START Record set

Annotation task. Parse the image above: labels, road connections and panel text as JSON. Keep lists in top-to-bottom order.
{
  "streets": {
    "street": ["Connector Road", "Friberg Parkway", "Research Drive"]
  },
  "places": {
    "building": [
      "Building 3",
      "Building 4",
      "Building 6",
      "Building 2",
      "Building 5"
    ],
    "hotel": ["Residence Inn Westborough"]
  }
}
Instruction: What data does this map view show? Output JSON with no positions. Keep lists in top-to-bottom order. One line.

END Record set
START Record set

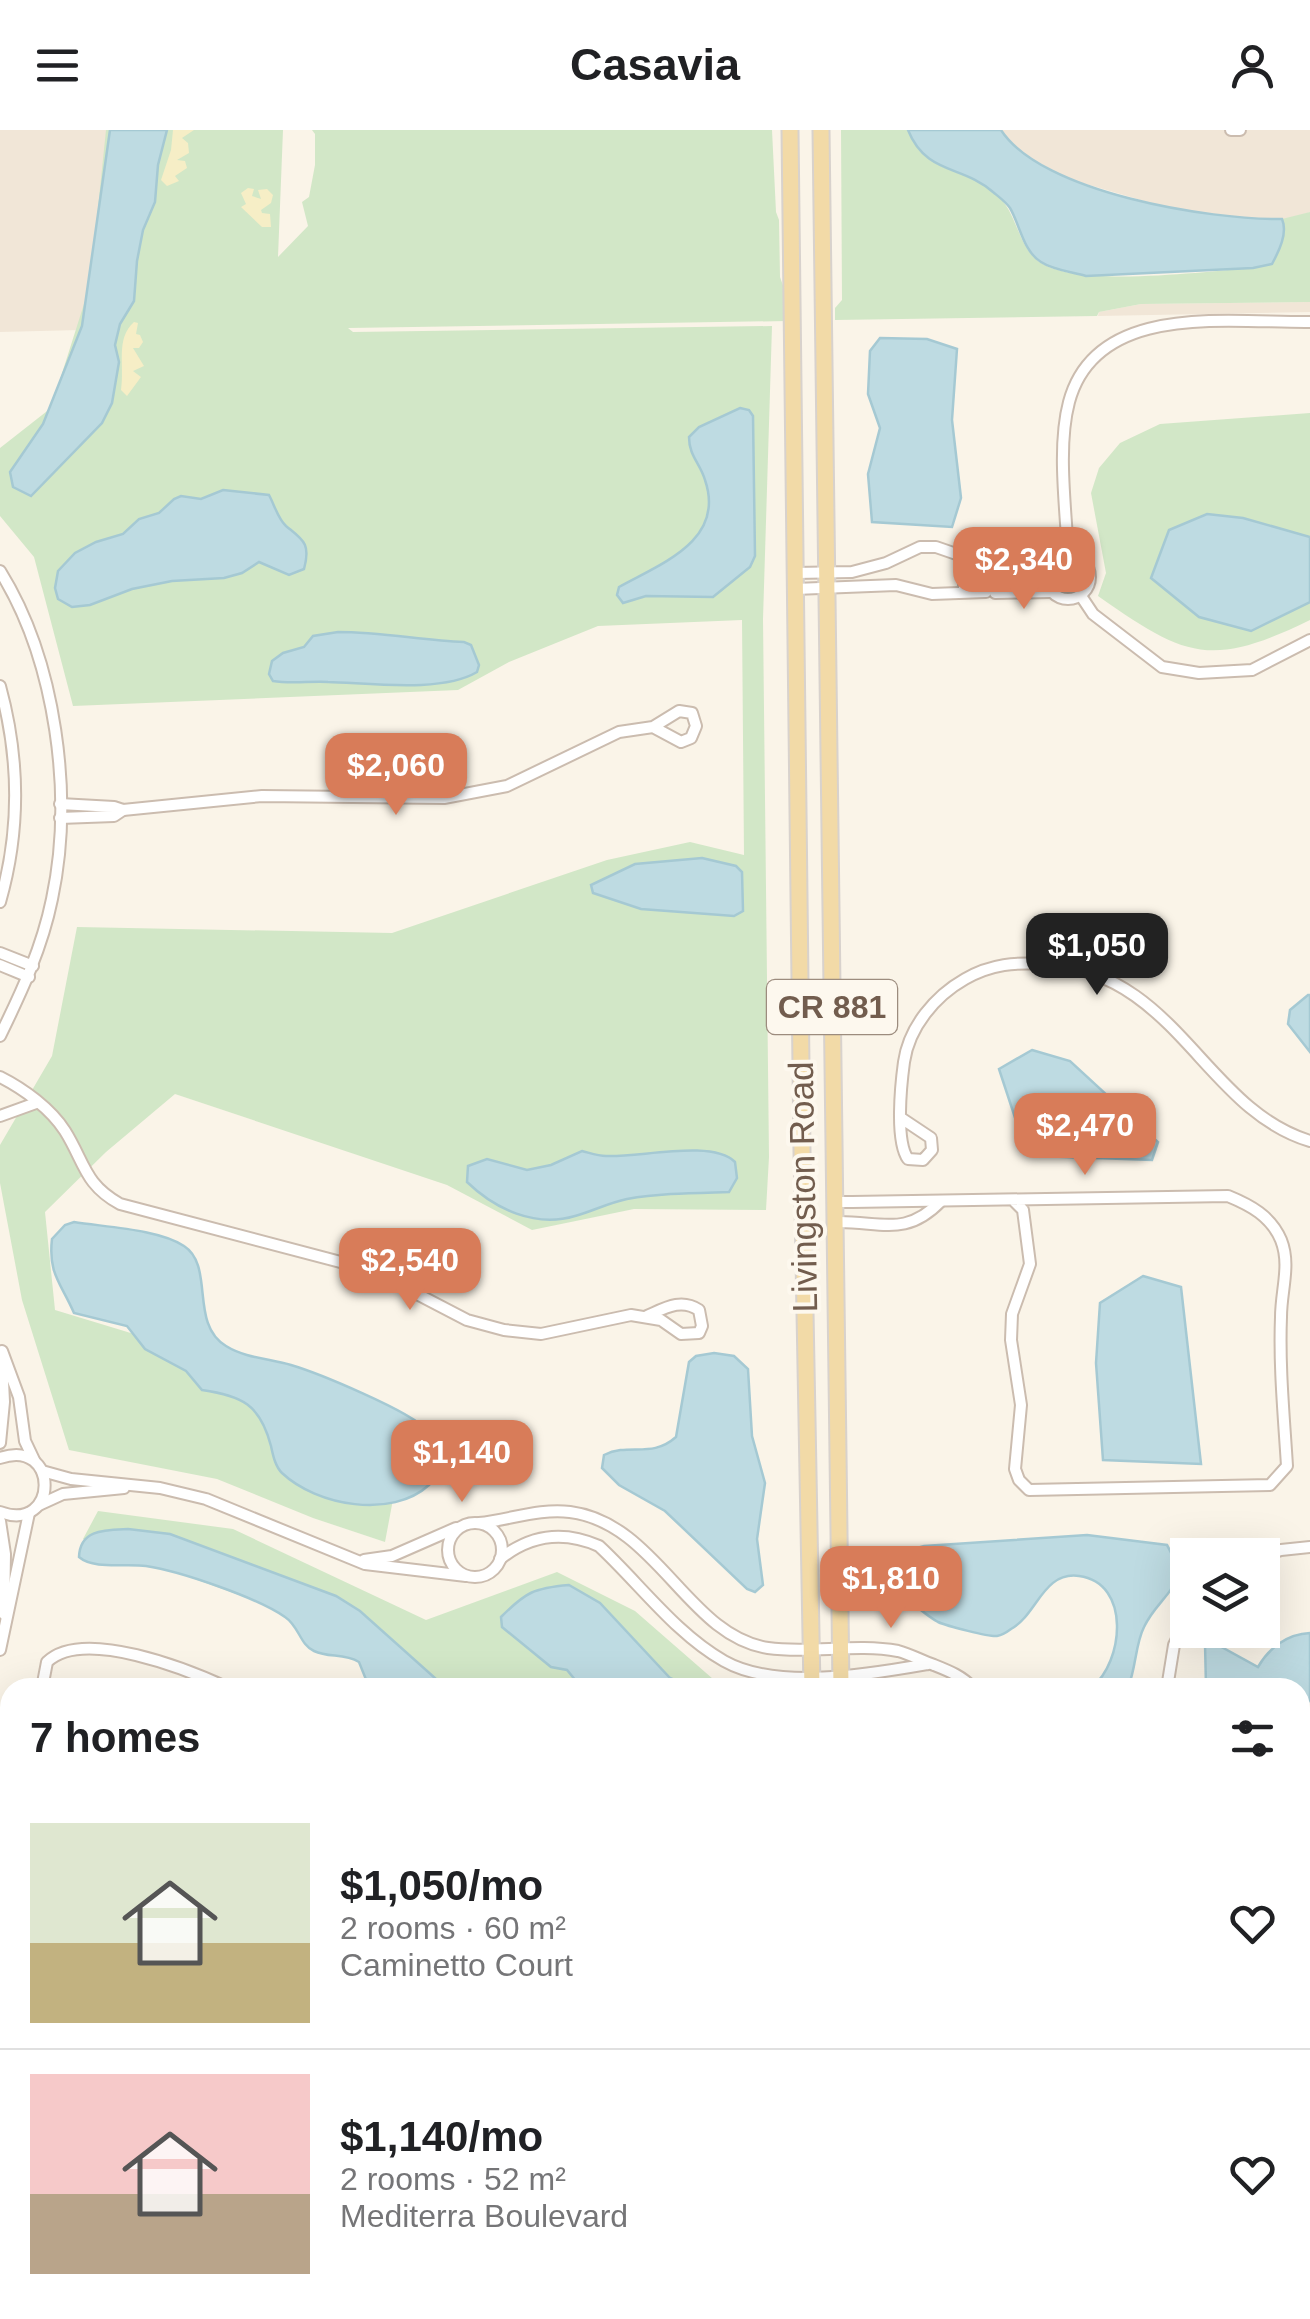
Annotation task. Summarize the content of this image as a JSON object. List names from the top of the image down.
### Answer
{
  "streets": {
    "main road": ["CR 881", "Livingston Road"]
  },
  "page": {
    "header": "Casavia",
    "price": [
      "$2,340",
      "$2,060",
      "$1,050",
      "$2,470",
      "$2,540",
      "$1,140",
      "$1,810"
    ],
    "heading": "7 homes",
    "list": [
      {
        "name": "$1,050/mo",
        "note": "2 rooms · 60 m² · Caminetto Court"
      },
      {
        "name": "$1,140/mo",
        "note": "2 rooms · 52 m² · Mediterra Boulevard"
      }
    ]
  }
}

END Record set

Action item: Go through the records and show every line with the string "this" in it.

Your solution:
Instruction: What data does this map view show? Output JSON with no positions. Keep lists in top-to-bottom order. One line.
Annotation task. Summarize the content of this image as a JSON object. List names from the top of the image down.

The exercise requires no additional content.